_Stored data_

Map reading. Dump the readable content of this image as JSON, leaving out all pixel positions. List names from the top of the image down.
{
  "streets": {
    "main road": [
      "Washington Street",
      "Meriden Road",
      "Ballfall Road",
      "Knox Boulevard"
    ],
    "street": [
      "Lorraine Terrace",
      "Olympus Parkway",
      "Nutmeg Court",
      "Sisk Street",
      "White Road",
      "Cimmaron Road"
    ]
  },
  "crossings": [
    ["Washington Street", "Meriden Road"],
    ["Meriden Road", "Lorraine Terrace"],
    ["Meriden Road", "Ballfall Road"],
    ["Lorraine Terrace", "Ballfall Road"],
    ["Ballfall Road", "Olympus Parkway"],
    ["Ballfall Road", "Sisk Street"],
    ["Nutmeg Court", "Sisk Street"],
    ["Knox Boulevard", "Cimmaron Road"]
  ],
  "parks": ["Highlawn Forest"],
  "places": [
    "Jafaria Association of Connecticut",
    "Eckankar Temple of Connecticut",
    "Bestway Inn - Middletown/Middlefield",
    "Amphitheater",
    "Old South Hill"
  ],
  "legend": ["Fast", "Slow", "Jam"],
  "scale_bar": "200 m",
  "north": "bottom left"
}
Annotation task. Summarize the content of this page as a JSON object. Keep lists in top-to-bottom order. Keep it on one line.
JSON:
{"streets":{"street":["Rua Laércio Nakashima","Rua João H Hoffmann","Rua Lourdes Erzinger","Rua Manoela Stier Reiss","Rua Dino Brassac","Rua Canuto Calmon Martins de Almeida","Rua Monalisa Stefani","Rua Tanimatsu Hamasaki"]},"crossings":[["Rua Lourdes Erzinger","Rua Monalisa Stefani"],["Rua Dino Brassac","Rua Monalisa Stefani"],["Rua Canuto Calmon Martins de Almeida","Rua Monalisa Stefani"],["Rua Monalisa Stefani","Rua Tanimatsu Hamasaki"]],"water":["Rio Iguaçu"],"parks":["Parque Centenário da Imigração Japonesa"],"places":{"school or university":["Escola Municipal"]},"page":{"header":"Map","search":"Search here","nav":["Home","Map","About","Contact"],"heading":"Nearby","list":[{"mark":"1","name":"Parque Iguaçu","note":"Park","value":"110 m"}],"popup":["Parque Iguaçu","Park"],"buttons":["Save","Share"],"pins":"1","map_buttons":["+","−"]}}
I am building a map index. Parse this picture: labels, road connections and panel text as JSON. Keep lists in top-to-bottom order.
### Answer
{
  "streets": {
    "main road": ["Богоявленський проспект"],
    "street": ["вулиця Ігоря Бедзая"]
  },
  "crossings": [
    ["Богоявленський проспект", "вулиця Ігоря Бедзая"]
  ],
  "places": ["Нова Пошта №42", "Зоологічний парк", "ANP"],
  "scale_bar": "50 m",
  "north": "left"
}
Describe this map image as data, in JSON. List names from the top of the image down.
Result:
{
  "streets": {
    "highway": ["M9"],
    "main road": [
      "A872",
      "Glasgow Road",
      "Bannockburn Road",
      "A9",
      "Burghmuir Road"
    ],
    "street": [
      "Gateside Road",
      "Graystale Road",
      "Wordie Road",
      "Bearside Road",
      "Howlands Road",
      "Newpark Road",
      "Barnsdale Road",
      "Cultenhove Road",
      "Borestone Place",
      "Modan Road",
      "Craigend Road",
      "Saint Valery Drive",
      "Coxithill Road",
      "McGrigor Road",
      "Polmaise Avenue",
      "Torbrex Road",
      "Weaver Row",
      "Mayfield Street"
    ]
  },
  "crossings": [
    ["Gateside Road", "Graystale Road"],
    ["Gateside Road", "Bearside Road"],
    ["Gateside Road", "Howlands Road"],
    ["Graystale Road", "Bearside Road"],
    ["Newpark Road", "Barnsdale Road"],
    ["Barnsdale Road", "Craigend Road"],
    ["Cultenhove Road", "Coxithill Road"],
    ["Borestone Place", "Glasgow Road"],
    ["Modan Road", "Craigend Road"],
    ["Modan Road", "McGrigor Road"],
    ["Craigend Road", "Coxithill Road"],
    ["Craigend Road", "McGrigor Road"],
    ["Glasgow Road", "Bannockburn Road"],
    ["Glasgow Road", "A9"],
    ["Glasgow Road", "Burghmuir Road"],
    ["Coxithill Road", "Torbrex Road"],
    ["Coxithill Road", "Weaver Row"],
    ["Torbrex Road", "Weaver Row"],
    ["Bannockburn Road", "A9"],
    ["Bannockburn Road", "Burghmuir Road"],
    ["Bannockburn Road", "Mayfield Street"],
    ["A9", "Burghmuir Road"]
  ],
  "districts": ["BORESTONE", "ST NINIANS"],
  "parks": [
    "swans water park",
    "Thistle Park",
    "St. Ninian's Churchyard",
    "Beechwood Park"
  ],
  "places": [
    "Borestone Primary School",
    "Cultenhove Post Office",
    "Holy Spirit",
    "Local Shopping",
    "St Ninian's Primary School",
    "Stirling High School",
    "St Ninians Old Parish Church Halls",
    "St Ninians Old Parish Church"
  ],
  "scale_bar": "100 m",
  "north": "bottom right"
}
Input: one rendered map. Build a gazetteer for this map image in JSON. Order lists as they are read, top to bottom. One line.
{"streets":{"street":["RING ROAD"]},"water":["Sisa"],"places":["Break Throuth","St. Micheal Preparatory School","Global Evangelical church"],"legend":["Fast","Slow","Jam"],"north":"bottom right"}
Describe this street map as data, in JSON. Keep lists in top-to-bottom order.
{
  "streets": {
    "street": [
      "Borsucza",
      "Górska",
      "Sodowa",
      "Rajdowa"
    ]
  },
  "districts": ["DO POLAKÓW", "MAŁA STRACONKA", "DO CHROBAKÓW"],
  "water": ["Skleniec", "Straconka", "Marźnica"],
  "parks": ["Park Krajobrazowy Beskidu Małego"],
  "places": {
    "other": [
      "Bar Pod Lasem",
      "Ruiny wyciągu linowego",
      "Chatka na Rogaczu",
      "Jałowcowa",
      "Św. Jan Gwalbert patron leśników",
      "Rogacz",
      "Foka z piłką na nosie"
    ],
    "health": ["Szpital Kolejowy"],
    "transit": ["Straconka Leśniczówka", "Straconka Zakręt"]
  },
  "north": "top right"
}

_Exercise instructions_
Retrieve each line of the data in which the word "lists" can be found.

_Response area_
Annotation task. Summarize the content of this page as a JSON object. Keep lists in top-to-bottom order. Keep it on one line.
I am building a map index. Parse this picture: labels, road connections and panel text as JSON. Keep lists in top-to-bottom order.
Input: one rendered map. Build a gazetteer for this map image in JSON. Order lists as they are read, top to bottom. One line.
Describe this street map as data, in JSON. Keep lists in top-to-bottom order.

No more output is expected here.